The following cell initializes the Spark environment and defines storage paths for the ETL process.

In [1]:
# Import necessary libraries
import pandas as pd
import numpy as np
from pyspark.sql.types import *
import pyspark.sql.functions as F
from pyspark.sql import SparkSession
from pyspark.sql.window import Window

# Initialize Spark Session
spark = SparkSession.builder.getOrCreate()

# Define function for generating ADLS paths (reusing from your existing code)
def get_adls_path(container: str, folder: str) -> str:
    """
    Generate an ADLS path based on the container and folder.
    """
    storage_account = "ecomsalessa"
    return f"abfss://{container}@{storage_account}.dfs.core.windows.net/{folder}/"

# Define source and destination paths
processed_container = "processed"
processed_folder = "ecommerce-dataset-l0"
processed_path = get_adls_path(processed_container, processed_folder)

curated_container = "curated"
curated_folder = "ecommerce-dataset-l1"
curated_path = get_adls_path(curated_container, curated_folder)

### Data Loading from Processed Layer

This section loads the processed datasets from the previous pipeline stage.
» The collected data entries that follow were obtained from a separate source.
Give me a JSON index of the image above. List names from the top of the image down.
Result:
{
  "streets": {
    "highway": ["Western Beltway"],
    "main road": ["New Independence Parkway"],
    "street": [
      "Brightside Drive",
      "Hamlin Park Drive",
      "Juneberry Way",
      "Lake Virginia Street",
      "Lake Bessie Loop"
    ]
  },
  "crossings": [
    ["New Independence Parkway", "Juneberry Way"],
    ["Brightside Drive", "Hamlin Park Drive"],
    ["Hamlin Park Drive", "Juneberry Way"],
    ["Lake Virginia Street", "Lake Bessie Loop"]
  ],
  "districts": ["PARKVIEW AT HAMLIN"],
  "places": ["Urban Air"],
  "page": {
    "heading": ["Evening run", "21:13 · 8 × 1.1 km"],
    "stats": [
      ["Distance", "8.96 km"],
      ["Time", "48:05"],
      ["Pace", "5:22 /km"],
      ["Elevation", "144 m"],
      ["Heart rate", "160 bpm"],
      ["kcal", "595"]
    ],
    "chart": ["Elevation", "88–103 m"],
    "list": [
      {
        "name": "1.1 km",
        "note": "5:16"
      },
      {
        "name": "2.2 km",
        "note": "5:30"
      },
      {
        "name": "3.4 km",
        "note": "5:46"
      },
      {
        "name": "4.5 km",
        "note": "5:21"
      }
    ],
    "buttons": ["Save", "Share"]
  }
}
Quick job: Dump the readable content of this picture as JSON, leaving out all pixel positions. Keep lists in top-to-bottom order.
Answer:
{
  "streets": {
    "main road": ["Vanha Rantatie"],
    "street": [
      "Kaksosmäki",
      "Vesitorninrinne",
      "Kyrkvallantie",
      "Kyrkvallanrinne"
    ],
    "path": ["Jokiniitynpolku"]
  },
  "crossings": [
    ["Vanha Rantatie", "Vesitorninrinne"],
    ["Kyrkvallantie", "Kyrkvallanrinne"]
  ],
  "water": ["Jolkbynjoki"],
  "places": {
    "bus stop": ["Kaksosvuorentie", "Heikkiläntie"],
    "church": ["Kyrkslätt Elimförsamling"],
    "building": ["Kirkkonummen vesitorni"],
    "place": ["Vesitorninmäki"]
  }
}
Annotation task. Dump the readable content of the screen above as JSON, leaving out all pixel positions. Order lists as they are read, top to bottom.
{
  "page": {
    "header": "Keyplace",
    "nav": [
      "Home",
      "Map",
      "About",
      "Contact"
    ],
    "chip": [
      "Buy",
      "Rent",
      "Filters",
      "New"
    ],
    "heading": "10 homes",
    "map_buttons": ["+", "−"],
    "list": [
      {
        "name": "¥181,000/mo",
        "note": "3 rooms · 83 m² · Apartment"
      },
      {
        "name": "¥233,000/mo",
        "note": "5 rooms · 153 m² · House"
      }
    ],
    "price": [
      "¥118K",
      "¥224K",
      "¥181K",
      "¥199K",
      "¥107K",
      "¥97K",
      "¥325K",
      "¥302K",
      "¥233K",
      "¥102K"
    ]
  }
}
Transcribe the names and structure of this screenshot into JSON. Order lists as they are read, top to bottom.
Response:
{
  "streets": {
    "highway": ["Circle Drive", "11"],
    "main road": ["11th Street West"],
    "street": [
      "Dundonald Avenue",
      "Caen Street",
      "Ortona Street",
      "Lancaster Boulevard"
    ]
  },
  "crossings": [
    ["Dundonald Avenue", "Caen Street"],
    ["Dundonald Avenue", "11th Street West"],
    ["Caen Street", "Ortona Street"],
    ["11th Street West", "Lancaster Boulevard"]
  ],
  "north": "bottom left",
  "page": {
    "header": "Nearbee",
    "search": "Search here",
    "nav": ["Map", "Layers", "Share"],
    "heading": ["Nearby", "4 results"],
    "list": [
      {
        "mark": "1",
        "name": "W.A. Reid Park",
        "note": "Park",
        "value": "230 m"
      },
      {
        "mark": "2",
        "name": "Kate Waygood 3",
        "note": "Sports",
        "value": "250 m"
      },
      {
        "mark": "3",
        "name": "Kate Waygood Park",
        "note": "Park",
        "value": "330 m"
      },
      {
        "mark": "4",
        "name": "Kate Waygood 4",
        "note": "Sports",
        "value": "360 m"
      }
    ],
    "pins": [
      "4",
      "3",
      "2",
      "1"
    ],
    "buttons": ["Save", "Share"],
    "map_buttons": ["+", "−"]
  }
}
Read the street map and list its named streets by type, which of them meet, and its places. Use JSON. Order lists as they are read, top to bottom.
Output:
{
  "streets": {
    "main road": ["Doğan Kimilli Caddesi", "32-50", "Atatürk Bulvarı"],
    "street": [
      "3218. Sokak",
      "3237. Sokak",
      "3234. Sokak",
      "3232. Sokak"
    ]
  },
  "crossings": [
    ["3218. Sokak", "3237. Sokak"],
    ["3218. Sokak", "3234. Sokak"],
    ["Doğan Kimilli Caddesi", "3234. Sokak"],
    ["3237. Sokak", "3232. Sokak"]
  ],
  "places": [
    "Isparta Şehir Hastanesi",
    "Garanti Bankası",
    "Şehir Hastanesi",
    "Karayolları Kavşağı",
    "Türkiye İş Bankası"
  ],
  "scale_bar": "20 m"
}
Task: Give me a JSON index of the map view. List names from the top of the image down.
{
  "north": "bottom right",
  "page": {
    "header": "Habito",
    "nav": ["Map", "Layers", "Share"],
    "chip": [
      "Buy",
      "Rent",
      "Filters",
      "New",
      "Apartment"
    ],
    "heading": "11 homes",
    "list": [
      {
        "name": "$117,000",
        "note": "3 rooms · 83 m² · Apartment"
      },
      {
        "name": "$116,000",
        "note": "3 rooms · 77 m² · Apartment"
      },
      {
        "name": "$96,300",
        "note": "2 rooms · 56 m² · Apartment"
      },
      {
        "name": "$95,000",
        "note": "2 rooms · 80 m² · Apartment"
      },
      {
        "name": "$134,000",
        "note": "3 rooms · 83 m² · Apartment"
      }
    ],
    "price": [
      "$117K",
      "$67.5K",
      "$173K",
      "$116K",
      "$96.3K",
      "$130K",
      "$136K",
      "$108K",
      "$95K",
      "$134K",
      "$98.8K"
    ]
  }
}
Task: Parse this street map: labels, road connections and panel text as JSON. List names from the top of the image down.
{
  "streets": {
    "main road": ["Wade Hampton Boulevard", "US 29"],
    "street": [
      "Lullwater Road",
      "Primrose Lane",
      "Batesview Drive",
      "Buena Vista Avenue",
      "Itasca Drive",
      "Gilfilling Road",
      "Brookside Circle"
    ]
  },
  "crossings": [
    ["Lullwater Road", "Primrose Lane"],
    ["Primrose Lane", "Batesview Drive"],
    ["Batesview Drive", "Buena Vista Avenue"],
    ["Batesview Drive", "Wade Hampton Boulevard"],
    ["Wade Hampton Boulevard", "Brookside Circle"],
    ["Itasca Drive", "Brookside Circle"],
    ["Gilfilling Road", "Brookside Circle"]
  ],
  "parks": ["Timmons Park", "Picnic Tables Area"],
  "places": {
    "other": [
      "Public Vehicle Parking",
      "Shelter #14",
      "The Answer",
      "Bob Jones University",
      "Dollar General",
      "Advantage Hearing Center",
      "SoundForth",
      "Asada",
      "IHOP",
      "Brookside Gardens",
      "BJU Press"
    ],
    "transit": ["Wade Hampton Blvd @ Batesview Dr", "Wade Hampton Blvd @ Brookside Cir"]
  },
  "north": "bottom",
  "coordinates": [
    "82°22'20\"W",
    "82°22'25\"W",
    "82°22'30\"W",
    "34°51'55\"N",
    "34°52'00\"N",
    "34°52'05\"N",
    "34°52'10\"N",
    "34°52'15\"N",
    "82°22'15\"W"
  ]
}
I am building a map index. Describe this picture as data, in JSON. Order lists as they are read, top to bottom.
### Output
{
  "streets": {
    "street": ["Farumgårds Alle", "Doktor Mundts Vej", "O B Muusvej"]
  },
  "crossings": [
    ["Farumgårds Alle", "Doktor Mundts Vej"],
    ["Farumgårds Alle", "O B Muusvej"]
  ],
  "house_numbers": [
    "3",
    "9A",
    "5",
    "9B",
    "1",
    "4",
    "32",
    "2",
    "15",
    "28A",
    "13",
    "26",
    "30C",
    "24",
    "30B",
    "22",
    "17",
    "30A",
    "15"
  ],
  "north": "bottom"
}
These datasets have been:
1. Cleaned and standardized
2. Enhanced with derived fields
3. Enriched with English product category translations
4. Optimized for analytical processing

Data verification ensures all required fields and translations are present before proceeding.

In [2]:
# Load processed datasets
print("Loading processed datasets...")
customers_df = spark.read.parquet(processed_path + "customers/")
orders_df = spark.read.parquet(processed_path + "orders/")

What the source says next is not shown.